Find Your Own Happiness… For Good
We all want to find a more blissful and peaceful way of living in which true happiness is always present, so don’t let your negative thoughts go unconfronted, especially when you find yourself struggling to escape them. Properly addressing and confronting your rumination can transform your ability to escape thoughts that continually center around your perceived problems. With the proper guidance, you can escape the rumination cycle and find a source of happiness within yourself that will never fade away. Thank you for joining karuna this week on our mission to spread joy as far and wide as possible... happiness lives here, welcome home.
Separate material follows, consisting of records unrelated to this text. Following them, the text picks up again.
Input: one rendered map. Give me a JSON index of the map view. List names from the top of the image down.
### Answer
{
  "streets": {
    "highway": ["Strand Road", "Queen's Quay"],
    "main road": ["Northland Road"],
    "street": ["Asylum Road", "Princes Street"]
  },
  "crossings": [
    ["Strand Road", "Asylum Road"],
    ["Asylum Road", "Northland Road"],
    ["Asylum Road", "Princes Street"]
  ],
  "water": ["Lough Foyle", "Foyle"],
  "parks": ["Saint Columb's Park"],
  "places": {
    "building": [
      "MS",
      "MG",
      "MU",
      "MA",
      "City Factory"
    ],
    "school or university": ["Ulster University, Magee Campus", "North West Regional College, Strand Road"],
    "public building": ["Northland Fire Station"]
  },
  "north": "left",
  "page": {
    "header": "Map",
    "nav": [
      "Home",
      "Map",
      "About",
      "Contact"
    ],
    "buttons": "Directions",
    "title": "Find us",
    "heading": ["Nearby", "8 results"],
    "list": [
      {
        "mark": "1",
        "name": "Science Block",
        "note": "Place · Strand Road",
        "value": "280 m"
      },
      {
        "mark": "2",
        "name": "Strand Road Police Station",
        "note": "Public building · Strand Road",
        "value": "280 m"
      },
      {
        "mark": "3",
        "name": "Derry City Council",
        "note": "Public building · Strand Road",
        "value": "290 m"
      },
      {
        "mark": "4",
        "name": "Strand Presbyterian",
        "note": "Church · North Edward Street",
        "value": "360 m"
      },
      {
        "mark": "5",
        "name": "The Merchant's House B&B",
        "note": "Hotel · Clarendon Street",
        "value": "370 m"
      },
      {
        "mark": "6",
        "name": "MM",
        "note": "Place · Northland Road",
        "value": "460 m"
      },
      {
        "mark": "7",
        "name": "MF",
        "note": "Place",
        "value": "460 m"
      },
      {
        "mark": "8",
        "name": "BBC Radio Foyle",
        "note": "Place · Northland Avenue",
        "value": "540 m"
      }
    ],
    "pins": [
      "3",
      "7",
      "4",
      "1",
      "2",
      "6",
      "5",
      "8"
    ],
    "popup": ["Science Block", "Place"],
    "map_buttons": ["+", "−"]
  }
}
1 “APA Dictionary of Psychology.” American Psychological Association, American Psychological Association, dictionary.apa.org/rumination.
2 Law, Bridget Murray. “Probing the Depression-Rumination Cycle.” Monitor on Psychology, American Psychological Association, Nov. 2005, www.apa.org/monitor/nov05/cycle.
3 S;, Michl LC;McLaughlin KA;Shepherd K;Nolen-Hoeksema. “Rumination as a Mechanism Linking Stressful Life Events to Symptoms of Depression and Anxiety: Longitudinal Evidence in Early Adolescents and Adults.” Journal of Abnormal Psychology, U.S. National Library of Medicine, pubmed.ncbi.nlm.nih.gov/23713497/.
4 J;, Teismann T;Steinfeld B;Willutzki U;Michalak. “[Rumination and Distraction: Selected Findings Related to the Response Styles Theory].” Psychotherapie, Psychosomatik, Medizinische Psychologie, U.S. National Library of Medicine, 2011, pubmed.ncbi.nlm.nih.gov/20225165/.
5 Schrager, Sarina, and Elizabeth Sadowski. “Getting More Done: Strategies to Increase Scholarly Productivity.” Journal of Graduate Medical Education, The Accreditation Council for Graduate Medical Education, Feb. 2016, www.ncbi.nlm.nih.gov/pmc/articles/PMC4763375/.